__What the task requires__
Where a line contains the word "fractalNoise", copy that line from the records below.

--- START ---

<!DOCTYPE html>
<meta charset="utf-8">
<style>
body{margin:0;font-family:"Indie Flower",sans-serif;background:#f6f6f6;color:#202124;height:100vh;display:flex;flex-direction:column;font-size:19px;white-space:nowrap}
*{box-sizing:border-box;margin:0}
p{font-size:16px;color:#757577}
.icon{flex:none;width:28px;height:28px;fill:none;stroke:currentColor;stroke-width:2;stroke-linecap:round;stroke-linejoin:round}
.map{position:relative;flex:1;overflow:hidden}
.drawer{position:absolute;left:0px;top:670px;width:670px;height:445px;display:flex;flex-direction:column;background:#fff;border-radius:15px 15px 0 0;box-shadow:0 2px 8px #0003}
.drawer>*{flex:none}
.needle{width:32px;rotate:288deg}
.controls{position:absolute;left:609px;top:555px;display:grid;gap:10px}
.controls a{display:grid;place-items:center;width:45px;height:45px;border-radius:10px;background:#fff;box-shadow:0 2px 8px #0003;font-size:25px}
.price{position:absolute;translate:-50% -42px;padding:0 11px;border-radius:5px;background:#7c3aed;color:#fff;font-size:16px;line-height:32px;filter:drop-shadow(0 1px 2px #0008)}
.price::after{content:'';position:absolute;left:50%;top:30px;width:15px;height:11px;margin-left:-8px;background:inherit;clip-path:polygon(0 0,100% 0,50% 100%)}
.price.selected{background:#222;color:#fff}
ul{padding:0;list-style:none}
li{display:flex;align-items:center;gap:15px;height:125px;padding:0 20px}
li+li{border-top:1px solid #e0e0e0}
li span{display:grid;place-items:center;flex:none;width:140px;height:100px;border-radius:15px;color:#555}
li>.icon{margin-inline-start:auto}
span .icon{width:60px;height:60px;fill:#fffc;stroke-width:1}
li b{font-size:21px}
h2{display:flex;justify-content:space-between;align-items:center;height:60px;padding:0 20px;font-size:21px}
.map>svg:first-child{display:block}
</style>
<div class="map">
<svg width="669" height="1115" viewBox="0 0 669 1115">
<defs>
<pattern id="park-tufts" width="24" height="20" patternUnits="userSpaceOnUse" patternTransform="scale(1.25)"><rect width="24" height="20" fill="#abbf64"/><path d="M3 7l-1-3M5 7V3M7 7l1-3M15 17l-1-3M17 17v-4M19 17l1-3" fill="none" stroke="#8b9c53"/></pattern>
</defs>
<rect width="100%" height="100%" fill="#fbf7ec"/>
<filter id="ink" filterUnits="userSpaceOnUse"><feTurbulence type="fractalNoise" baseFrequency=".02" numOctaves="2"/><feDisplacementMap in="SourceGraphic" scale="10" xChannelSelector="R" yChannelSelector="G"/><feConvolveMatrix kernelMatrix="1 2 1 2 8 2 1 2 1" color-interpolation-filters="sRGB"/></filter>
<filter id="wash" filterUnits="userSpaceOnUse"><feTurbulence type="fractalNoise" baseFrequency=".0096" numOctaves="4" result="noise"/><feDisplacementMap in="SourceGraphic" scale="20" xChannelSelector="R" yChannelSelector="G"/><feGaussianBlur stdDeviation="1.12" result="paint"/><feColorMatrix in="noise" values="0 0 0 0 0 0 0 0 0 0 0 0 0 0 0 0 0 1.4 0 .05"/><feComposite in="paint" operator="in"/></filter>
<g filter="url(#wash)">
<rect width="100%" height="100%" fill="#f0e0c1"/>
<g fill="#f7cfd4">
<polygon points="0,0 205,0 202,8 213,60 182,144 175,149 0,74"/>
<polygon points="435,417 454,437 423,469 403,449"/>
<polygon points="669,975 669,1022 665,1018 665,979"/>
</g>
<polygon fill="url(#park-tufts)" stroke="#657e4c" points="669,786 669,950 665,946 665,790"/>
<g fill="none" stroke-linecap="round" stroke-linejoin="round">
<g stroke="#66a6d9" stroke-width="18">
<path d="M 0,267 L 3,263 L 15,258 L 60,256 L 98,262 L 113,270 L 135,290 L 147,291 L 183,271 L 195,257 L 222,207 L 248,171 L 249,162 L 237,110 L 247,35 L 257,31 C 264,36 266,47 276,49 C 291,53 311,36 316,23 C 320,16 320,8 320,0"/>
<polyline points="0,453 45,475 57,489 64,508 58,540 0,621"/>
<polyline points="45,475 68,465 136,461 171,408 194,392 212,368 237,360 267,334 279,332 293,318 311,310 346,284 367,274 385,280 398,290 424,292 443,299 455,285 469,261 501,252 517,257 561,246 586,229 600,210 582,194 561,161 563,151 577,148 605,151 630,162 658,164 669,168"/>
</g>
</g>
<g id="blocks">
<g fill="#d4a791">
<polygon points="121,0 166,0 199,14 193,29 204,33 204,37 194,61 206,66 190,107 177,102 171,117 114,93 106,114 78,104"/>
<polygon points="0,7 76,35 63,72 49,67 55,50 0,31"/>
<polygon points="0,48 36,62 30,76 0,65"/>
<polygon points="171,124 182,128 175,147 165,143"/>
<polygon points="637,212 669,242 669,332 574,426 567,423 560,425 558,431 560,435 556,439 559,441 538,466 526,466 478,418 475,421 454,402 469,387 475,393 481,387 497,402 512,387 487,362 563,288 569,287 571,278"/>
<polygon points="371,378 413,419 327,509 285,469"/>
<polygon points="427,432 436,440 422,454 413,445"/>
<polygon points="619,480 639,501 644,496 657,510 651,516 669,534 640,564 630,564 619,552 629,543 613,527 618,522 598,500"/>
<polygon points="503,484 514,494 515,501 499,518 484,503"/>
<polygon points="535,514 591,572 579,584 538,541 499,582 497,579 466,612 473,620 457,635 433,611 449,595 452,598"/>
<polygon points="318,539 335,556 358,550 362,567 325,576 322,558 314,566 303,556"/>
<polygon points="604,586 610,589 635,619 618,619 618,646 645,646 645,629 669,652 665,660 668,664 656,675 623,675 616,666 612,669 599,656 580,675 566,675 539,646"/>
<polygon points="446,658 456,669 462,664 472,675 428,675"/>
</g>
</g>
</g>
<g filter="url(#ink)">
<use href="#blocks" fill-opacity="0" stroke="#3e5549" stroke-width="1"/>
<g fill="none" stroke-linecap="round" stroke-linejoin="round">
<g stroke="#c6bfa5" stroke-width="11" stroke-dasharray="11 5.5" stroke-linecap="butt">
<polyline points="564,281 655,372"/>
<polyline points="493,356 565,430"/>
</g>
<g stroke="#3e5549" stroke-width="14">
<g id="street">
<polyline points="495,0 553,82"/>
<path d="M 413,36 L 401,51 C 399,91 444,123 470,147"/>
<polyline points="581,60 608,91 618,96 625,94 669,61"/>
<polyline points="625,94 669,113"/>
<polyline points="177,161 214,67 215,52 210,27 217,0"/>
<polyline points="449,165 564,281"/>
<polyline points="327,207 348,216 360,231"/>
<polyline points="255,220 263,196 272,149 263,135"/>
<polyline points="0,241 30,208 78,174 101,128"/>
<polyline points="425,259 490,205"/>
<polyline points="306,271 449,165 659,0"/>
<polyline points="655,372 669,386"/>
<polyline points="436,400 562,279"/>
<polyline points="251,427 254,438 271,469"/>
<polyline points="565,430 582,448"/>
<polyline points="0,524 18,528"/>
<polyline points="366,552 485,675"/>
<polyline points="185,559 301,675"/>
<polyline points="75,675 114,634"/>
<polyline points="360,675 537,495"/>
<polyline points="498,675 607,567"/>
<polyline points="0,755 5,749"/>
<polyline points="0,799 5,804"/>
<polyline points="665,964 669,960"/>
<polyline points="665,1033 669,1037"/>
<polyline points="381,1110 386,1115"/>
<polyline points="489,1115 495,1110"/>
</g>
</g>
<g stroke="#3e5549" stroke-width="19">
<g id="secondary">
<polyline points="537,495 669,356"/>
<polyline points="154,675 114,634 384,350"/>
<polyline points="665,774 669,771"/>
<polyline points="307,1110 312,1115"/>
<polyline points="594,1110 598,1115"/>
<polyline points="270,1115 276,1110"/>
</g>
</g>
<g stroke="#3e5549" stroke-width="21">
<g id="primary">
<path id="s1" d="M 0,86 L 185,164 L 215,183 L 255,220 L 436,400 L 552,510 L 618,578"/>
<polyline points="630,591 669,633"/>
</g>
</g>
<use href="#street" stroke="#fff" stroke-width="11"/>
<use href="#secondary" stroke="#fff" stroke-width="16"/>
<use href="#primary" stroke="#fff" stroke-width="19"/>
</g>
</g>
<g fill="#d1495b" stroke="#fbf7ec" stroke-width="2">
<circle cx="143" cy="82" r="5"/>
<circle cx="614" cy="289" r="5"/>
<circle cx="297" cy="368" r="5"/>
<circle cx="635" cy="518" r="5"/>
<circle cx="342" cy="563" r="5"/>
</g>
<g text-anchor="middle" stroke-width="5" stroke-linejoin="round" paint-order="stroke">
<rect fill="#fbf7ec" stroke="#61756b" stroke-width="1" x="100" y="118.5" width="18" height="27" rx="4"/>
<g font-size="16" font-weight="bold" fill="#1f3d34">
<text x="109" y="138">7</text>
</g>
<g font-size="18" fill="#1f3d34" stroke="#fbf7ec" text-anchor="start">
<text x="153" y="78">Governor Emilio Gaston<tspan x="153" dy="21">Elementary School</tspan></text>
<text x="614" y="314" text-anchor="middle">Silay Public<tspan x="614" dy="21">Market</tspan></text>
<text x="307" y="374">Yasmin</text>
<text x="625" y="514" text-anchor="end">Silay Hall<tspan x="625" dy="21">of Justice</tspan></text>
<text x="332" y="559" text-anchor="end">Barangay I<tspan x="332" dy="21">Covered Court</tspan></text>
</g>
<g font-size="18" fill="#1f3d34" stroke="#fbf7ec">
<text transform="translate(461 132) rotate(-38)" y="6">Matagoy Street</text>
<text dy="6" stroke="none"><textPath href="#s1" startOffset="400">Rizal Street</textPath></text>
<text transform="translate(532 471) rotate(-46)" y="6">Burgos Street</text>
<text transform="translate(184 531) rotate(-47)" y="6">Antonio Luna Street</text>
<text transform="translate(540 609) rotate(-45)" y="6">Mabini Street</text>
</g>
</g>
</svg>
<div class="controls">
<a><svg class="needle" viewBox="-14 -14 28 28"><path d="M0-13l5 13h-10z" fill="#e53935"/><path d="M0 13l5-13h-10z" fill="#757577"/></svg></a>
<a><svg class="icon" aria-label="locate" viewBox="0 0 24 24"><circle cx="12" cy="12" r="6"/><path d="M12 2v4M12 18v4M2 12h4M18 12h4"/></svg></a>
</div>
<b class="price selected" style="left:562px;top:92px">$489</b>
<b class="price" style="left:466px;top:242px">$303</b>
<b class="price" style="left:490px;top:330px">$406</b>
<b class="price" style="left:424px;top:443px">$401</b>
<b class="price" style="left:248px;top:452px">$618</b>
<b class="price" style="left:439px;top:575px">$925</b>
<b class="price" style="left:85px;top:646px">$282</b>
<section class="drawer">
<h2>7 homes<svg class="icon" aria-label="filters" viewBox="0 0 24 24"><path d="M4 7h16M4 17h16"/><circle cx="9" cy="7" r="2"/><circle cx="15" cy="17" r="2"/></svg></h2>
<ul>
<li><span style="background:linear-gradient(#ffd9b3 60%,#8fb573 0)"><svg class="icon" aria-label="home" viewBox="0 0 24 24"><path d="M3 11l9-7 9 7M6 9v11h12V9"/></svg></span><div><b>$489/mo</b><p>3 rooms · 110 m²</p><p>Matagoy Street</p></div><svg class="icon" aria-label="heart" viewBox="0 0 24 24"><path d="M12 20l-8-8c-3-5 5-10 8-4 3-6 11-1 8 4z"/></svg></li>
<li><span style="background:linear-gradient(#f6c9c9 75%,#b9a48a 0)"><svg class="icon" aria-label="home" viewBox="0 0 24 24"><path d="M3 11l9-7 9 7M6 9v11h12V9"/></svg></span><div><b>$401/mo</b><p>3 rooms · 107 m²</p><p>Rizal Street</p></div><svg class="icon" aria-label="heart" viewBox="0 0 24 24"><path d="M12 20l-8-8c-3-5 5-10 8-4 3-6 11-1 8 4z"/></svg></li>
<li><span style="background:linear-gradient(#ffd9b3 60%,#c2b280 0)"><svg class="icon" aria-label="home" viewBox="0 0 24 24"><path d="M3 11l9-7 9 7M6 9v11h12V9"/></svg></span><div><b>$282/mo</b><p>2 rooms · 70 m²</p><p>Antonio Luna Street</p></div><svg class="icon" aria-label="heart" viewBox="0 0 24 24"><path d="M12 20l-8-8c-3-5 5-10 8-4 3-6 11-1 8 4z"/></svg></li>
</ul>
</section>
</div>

--- END ---

__Exercise solution__
<filter id="ink" filterUnits="userSpaceOnUse"><feTurbulence type="fractalNoise" baseFrequency=".02" numOctaves="2"/><feDisplacementMap in="SourceGraphic" scale="10" xChannelSelector="R" yChannelSelector="G"/><feConvolveMatrix kernelMatrix="1 2 1 2 8 2 1 2 1" color-interpolation-filters="sRGB"/></filter>
<filter id="wash" filterUnits="userSpaceOnUse"><feTurbulence type="fractalNoise" baseFrequency=".0096" numOctaves="4" result="noise"/><feDisplacementMap in="SourceGraphic" scale="20" xChannelSelector="R" yChannelSelector="G"/><feGaussianBlur stdDeviation="1.12" result="paint"/><feColorMatrix in="noise" values="0 0 0 0 0 0 0 0 0 0 0 0 0 0 0 0 0 1.4 0 .05"/><feComposite in="paint" operator="in"/></filter>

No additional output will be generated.